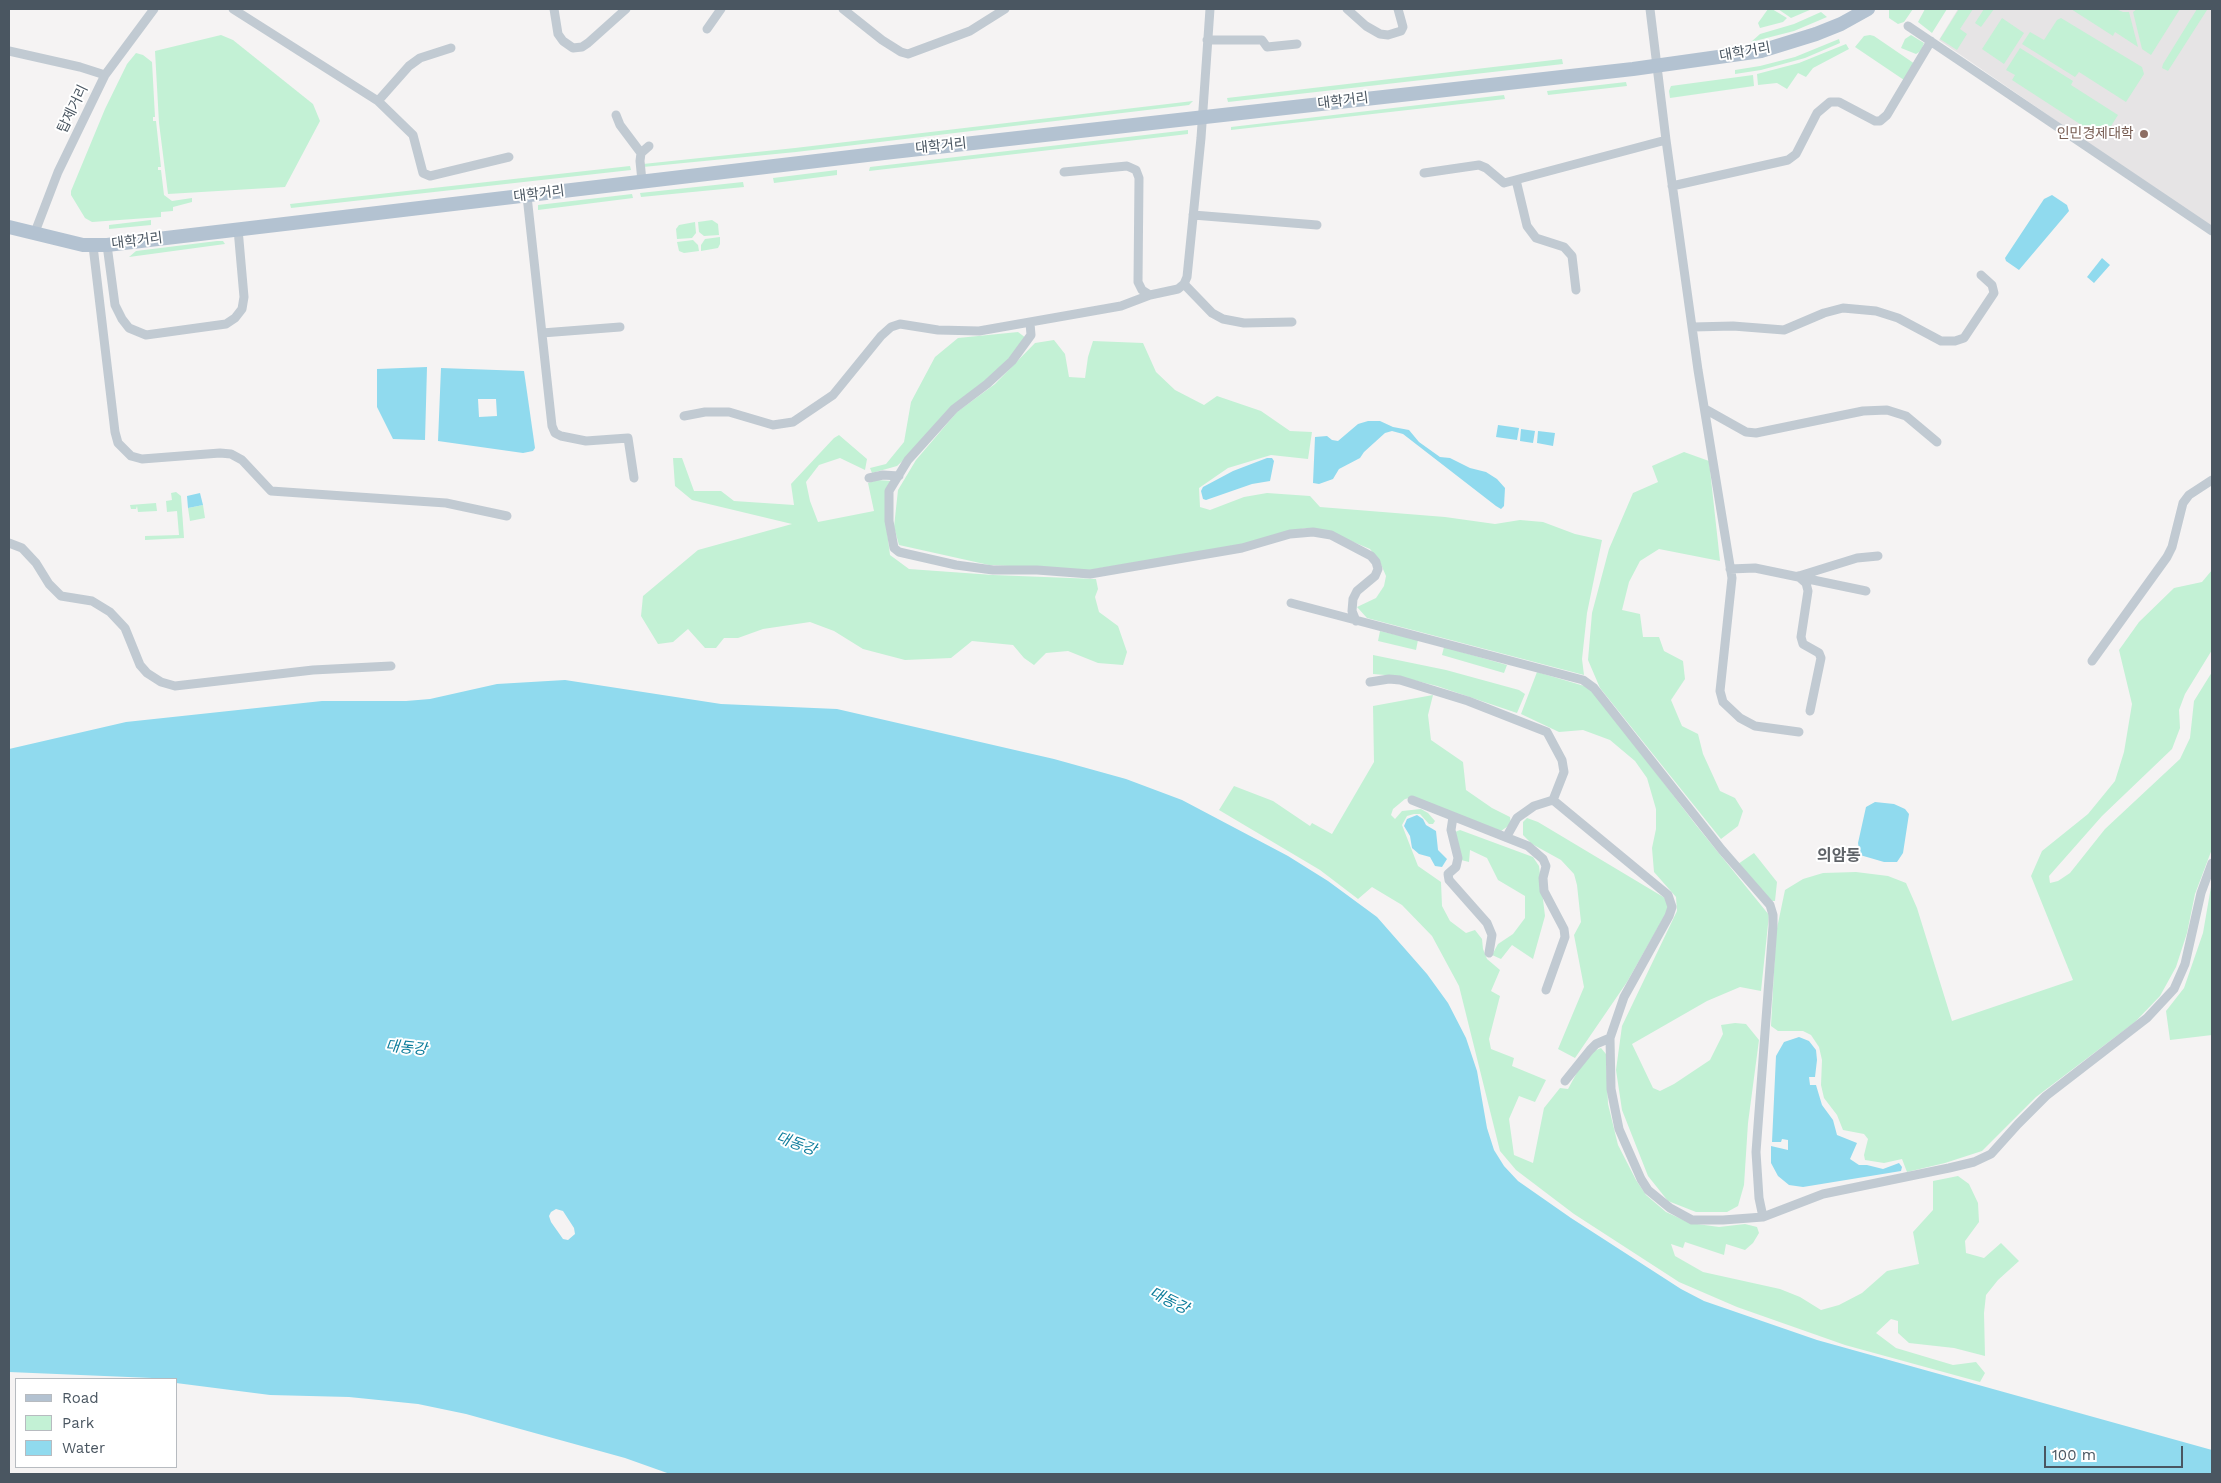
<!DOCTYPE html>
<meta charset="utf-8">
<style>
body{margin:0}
#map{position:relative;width:2221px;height:1483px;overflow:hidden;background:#f5f3f3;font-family:"Work Sans",sans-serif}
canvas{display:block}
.frame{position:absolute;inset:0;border:10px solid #4a5661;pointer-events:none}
.legend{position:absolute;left:15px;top:1378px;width:162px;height:90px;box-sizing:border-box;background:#fff;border:1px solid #b7bbc0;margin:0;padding:6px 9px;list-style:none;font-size:15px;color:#4a5661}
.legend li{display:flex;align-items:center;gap:10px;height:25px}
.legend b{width:25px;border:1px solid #b7bbc0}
.scale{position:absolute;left:2044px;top:1446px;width:139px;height:22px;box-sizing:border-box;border:2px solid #4a5661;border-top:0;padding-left:6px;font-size:15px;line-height:18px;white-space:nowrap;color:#4a5661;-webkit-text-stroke:4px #fff;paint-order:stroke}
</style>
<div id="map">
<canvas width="2221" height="1483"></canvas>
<div class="frame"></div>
<ul class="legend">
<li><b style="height:6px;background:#b3c2d1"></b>Road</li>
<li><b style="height:14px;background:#c3f1d5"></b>Park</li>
<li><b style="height:14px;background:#90daee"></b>Water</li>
</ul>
<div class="scale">100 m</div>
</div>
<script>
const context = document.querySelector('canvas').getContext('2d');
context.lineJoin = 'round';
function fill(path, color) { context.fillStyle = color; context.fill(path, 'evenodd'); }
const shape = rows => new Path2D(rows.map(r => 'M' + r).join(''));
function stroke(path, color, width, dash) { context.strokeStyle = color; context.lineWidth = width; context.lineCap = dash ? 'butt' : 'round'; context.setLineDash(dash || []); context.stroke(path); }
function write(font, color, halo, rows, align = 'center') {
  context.font = font + ' "Work Sans","Noto Sans KR",sans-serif'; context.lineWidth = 4; context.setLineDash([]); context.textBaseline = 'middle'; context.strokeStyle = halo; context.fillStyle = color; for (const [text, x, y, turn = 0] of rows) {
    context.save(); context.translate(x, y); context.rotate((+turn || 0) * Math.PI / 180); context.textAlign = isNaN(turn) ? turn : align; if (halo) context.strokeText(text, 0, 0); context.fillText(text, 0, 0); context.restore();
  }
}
const education = shape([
 [1958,9,2212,9,2212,228,1939,40]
]);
const green = shape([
 [1768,9,1772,9,1787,18,1783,22,1760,28,1758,23],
 [1778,9,1812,9,1791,18],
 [1889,9,1913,9,1904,22,1898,24,1889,18],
 [1925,9,1947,9,1932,33,1918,22],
 [1959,9,1973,9,1960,29,1967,34,1957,50,1940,39],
 [1984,9,1994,9,1981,27,1975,23],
 [2071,9,2116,9,2123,12,2129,12,2138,47,2115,32,2113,36],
 [2137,9,2180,9,2151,55,2142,49,2133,12],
 [2197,9,2207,10,2168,71,2162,68,2163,64],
 [1821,12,1827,17,1794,31,1751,42,1760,34,1794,24],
 [2002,18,2024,33,2004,64,1982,49],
 [2061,18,2142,67,2144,74,2126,102,2079,72,2075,77,2022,44,2030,32,2044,40,2057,20],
 [221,35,233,40,313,104,320,121,285,187,168,194,159,123,155,51],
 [1870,35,1874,36,1915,64,1904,80,1855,47,1864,36],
 [1911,35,1924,43,1921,51,1916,54,1901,48,1905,39],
 [1839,39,1840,43,1805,58,1761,70,1735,74,1735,70,1760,66,1795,57],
 [1846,44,1849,49,1813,68,1806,77,1798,73,1787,89,1777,83,1758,85,1757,74,1799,63],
 [2020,48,2073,81,2071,85,2118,115,2103,139,2012,80,2015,75,2006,70],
 [136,53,143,55,152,62,155,117,153,117,153,121,156,121,161,167,158,167,158,170,161,170,164,195,172,201,192,198,192,202,173,207,173,211,161,212,161,217,92,222,85,218,71,195,71,191,105,109,127,64],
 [1562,59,1563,64,1228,102,1227,98],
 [1753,75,1754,86,1670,98,1669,91,1671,86],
 [1626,82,1627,86,1548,95,1547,91],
 [1504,95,1505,99,1231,130,1231,127],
 [1193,101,1189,105,796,152,643,167,643,164,795,148],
 [1188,130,1188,134,869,171,870,167],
 [630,166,631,170,291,208,290,204],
 [837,170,837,175,774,183,773,178],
 [743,182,744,187,641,197,640,193],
 [632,194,633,198,538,210,538,205],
 [151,220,151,225,109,229,109,225],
 [712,220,718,224,719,235,704,236,699,232,698,222],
 [695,222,696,233,692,238,677,239,676,229,679,225],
 [720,237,720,244,718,248,701,251,701,245,705,239],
 [693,240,698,245,699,251,684,253,679,251,677,242],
 [217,241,223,241,225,244,129,257,136,251],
 [1018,332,1026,338,1011,360,897,466,872,473,870,468,886,464,904,442,911,402,935,357,958,338],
 [1054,340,1065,354,1069,377,1085,378,1088,357,1093,341,1143,343,1156,372,1175,390,1204,405,1217,396,1261,411,1290,431,1312,432,1308,459,1271,455,1228,468,1199,488,1200,507,1210,510,1244,497,1267,493,1310,496,1320,507,1445,517,1495,524,1520,520,1543,522,1575,534,1602,540,1587,613,1582,659,1584,675,1367,618,1357,607,1376,598,1384,586,1386,576,1380,562,1370,549,1327,531,1305,528,1240,545,1089,570,989,565,899,545,894,527,898,490,916,460,957,412,995,384,1035,343],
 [839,435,867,459,865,470,840,458,819,465,806,482,810,501,818,522,874,511,868,483,877,480,892,481,886,523,890,555,909,569,993,575,1096,579,1098,589,1095,597,1099,612,1118,626,1127,652,1123,665,1098,663,1068,651,1046,653,1034,665,1024,658,1013,645,972,641,951,658,905,660,863,649,834,631,810,622,763,629,738,638,724,638,716,648,705,648,688,629,673,642,658,644,641,616,643,596,698,550,792,524,692,500,675,486,673,458,682,458,694,491,721,491,734,501,794,505,791,484,834,438],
 [1684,452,1709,461,1720,561,1659,549,1640,561,1629,582,1622,610,1640,614,1643,637,1659,637,1664,651,1683,661,1685,679,1671,700,1682,726,1698,734,1703,754,1720,791,1735,798,1743,811,1738,826,1721,839,1600,688,1588,660,1592,613,1609,549,1633,493,1658,482,1652,466],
 [171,493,176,492,181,496,184,538,145,540,145,536,179,535,177,511,167,512,166,501,172,500],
 [156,503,157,511,138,512,137,506,136,509,131,509,130,505],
 [203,505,205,518,190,521,188,508],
 [2212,570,2212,650,2185,694,2179,710,2180,728,2172,749,2102,816,2049,876,2050,883,2058,881,2070,873,2105,829,2180,759,2190,738,2194,701,2212,672,2212,849,2195,894,2187,933,2176,967,2160,996,2135,1022,2036,1097,1982,1151,1945,1163,1907,1172,1902,1159,1884,1163,1865,1160,1864,1155,1868,1139,1864,1134,1843,1130,1837,1115,1824,1098,1821,1085,1822,1060,1819,1047,1811,1035,1803,1031,1778,1031,1771,1026,1776,933,1785,890,1803,879,1823,873,1856,872,1888,876,1906,883,1917,908,1952,1021,2073,980,2031,876,2042,851,2088,814,2115,781,2124,752,2132,704,2119,650,2139,622,2174,588,2202,582],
 [1380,631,1418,640,1416,650,1378,641],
 [1444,647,1507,665,1504,673,1442,655],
 [1373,655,1446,670,1519,690,1525,694,1517,713,1437,686,1397,676,1373,674],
 [1537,672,1591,688,1696,825,1769,915,1761,991,1740,987,1707,1001,1632,1044,1653,1088,1660,1091,1674,1084,1710,1060,1723,1034,1721,1025,1735,1023,1746,1024,1759,1040,1748,1123,1744,1185,1738,1206,1727,1212,1696,1212,1668,1201,1648,1176,1622,1110,1616,1070,1622,1026,1677,911,1676,897,1654,872,1652,848,1656,829,1656,809,1647,778,1635,761,1610,740,1583,730,1559,732,1521,714],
 [1433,695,1428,715,1431,740,1463,762,1466,790,1492,808,1510,817,1511,824,1501,831,1414,797,1405,799,1393,809,1391,815,1395,819,1402,811,1421,809,1428,813,1435,821,1433,824,1429,824,1420,814,1414,814,1407,816,1402,825,1418,866,1441,882,1442,906,1450,921,1466,933,1475,930,1482,939,1483,949,1487,959,1500,970,1491,991,1500,996,1489,1039,1491,1049,1514,1058,1512,1066,1546,1080,1535,1102,1519,1096,1509,1119,1514,1155,1533,1163,1544,1108,1560,1088,1568,1089,1580,1067,1594,1051,1601,1048,1606,1054,1608,1104,1618,1145,1636,1180,1646,1195,1666,1212,1690,1223,1719,1227,1745,1224,1757,1227,1759,1233,1753,1243,1745,1250,1726,1244,1724,1255,1685,1242,1683,1248,1671,1244,1675,1256,1703,1272,1780,1289,1800,1297,1821,1310,1839,1305,1862,1293,1887,1271,1919,1264,1913,1232,1933,1210,1933,1181,1958,1176,1969,1184,1978,1203,1979,1222,1965,1241,1966,1253,1984,1258,2001,1243,2019,1261,1998,1280,1986,1295,1984,1313,1985,1356,1954,1348,1909,1343,1898,1333,1898,1321,1891,1319,1876,1333,1896,1348,1953,1365,1976,1362,1985,1373,1980,1382,1845,1345,1737,1307,1679,1282,1574,1214,1516,1170,1500,1151,1459,986,1432,936,1402,905,1372,887,1358,899,1320,870,1219,810,1234,786,1273,801,1310,826,1312,823,1332,834,1374,762,1373,706],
 [1527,818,1538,822,1665,898,1668,907,1665,915,1627,982,1575,1058,1558,1049,1584,987,1574,935,1581,922,1577,885,1574,874,1561,860,1532,844,1523,835,1523,822],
 [1460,830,1533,857,1539,866,1545,916,1533,959,1512,945,1501,959,1492,955,1498,944,1513,934,1525,918,1525,896,1498,880,1487,858,1470,850,1469,862,1461,860,1455,832],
 [1754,853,1777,882,1775,901,1771,901,1738,864],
 [2212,881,2212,1035,2170,1040,2166,1011,2184,988,2203,933]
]);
const water = shape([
 [2052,195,2067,205,2069,211,2019,270,2006,261,2005,258,2044,199],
 [2102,258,2110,265,2094,283,2087,277],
 [427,367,425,440,393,439,377,407,377,369],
 [441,368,524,371,535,448,533,451,523,453,438,441],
 [478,399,496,399,497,416,479,417],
 [1368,421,1380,421,1393,427,1409,430,1419,442,1440,457,1450,458,1470,468,1486,472,1497,479,1505,488,1504,506,1501,509,1496,506,1403,434,1392,431,1385,433,1364,452,1360,458,1339,469,1333,479,1319,484,1313,483,1315,437,1327,436,1332,440,1338,441,1358,424],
 [1498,425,1519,428,1517,440,1496,437],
 [1521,429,1535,431,1533,443,1520,441],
 [1538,431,1555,433,1553,446,1537,443],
 [1267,458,1272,458,1274,461,1270,481,1252,484,1206,500,1203,499,1201,491,1203,487,1233,471],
 [200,493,203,505,188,508,187,496],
 [565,680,721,704,837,709,1054,759,1126,779,1182,800,1288,856,1328,881,1377,917,1427,974,1448,1003,1466,1038,1477,1071,1487,1128,1494,1150,1504,1166,1518,1181,1571,1218,1681,1289,1704,1301,1817,1340,2212,1450,2212,1474,670,1474,625,1458,466,1414,418,1404,349,1397,270,1395,176,1383,176,1379,9,1372,9,749,126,722,322,701,406,701,430,699,497,684],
 [556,1209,563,1211,574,1228,575,1234,568,1240,563,1239,551,1222,549,1216,551,1212],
 [1875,802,1894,804,1905,809,1909,814,1903,853,1897,862,1884,862,1860,855,1858,843,1866,807],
 [1417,815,1423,819,1426,825,1436,831,1438,850,1447,859,1442,867,1435,866,1430,857,1419,854,1412,848,1410,836,1404,826,1407,819],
 [1799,1037,1809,1041,1816,1050,1817,1060,1815,1077,1809,1077,1810,1085,1816,1085,1822,1105,1833,1120,1837,1135,1857,1143,1850,1159,1859,1165,1867,1165,1883,1169,1899,1163,1902,1167,1901,1171,1803,1187,1789,1185,1778,1176,1771,1163,1771,1146,1788,1150,1788,1140,1782,1139,1781,1142,1772,1142,1776,1056,1784,1042]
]);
const minor = shape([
 [233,9,378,101,413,135,423,173,430,176,509,157],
 [554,9,558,34,563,41,573,48,582,47,588,43,626,9],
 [843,9,882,40,901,52,908,54,970,31,1005,9],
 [1347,9,1366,26,1380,34,1388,35,1401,31,1403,27,1398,9],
 [1650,9,1666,140,1698,370,1732,578,1720,691,1723,702,1740,718,1755,726,1799,732],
 [1908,26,2212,231],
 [707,29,721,9],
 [1207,40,1262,40,1267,47,1297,44],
 [9,51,80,67,105,75],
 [378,101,409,66,420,58,451,48],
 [616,115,620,125,641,153],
 [1064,172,1127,166,1136,170,1139,178,1138,282,1142,290,1150,295,1178,289,1184,284,1187,277,1201,138,1210,9],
 [1424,173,1479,165,1486,168,1504,183,1666,140],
 [1516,180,1527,226,1536,238,1564,247,1572,256,1576,290],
 [642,181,640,161,641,153,649,146],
 [1672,186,1788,160,1796,154,1817,113,1830,102,1839,102,1875,121,1880,121,1887,115,1931,41],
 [527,196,552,426,555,433,561,436,586,441,628,438,634,478],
 [1193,215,1317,225],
 [35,232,58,172,105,75,154,9],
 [107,245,115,305,122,319,129,328,146,335,226,324,235,318,242,309,244,297,238,229],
 [93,246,115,432,118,443,131,456,142,459,220,453,231,454,242,460,271,491,446,503,507,516],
 [1184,284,1212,313,1223,319,1244,323,1292,322],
 [1030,323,1031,335,1012,361,987,384,954,409,908,460,889,491,889,521,894,548,899,552,956,565,993,570,1037,570,1090,574,1242,548,1290,534,1313,532,1331,535,1371,556,1376,562,1378,569,1375,576,1357,591,1353,599,1352,611,1356,621],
 [1693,327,1733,326,1784,330,1824,313,1843,308,1876,311,1898,318,1941,341,1955,341,1964,338,1994,293,1992,285,1981,275],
 [542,333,620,327],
 [1705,409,1746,432,1756,433,1863,411,1887,410,1906,416,1937,442],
 [684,416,705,412,729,412,773,425,793,422,833,395,881,336,891,327,900,324,938,330,979,331,1121,306,1150,295],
 [869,478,883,475,899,476],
 [9,543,22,548,36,563,49,584,61,596,92,601,110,612,125,628,140,665,147,673,161,682,175,686,313,670,391,666],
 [1730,569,1755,568,1866,591],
 [1798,576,1806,583,1808,591,1801,637,1803,644,1819,653,1821,658,1810,711],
 [1799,576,1857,558,1878,556],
 [1291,603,1583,680,1594,688,1722,850,1770,905,1773,915,1773,926,1756,1152,1759,1198,1763,1217],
 [2092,661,2167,557,2172,547,2183,503,2189,495,2212,480],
 [1370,682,1389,679,1400,680,1468,701,1547,732,1562,760,1564,772,1553,800,1668,895,1672,907,1669,916,1624,997,1610,1038,1611,1089,1619,1129,1641,1179,1648,1190,1670,1208,1692,1220,1723,1220,1763,1217,1823,1194,1949,1168,1974,1162,1991,1154,2018,1124,2046,1096,2147,1018,2174,989,2185,964,2201,893,2212,863],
 [1412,800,1528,846,1543,859,1546,866,1543,878,1544,891,1564,929,1565,937,1546,990],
 [1453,817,1451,830,1458,858,1456,867,1448,874,1449,880,1487,923,1492,935,1489,953],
 [1507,836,1517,818,1534,806,1553,800],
 [1565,1081,1590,1050,1596,1044,1610,1038]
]);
const primary = shape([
 [9,227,83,245,107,245,884,153,1633,69,1761,51,1816,34,1841,24,1868,9]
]);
const markers = [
 [2144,134,5,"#8d6e63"]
];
const streetNames = [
 ["대학거리",1745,52,-10],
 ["대학거리",1343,101,-7],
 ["탑제거리",73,109,-64],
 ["대학거리",941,146,-6],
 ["대학거리",539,194,-7],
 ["대학거리",137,241,-7]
];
const educationNames = [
 ["인민경제대학",2134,134]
];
const waterNames = [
 ["대동강",406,1048,6],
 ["대동강",796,1144,20],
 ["대동강",1169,1301,26]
];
const quarterNames = [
 ["의암동",1839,856]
];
fill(education, '#e6e4e5');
fill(green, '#c3f1d5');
fill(water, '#90daee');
stroke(minor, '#c1cad2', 9);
stroke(primary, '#b3c2d1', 14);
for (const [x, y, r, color] of markers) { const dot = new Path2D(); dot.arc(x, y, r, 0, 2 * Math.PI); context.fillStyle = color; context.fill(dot); stroke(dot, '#fff', 2); }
write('14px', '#4a5661', '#fff', streetNames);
write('14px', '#785e54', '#fff', educationNames, 'right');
write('italic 15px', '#0c7c9b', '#fff', waterNames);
write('bold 16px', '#5f6368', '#fff', quarterNames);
</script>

**Work task:** Look for the string "setLineDash" in the entries above. Copy every line that has it.

**Reply:**
function stroke(path, color, width, dash) { context.strokeStyle = color; context.lineWidth = width; context.lineCap = dash ? 'butt' : 'round'; context.setLineDash(dash || []); context.stroke(path); }
  context.font = font + ' "Work Sans","Noto Sans KR",sans-serif'; context.lineWidth = 4; context.setLineDash([]); context.textBaseline = 'middle'; context.strokeStyle = halo; context.fillStyle = color; for (const [text, x, y, turn = 0] of rows) {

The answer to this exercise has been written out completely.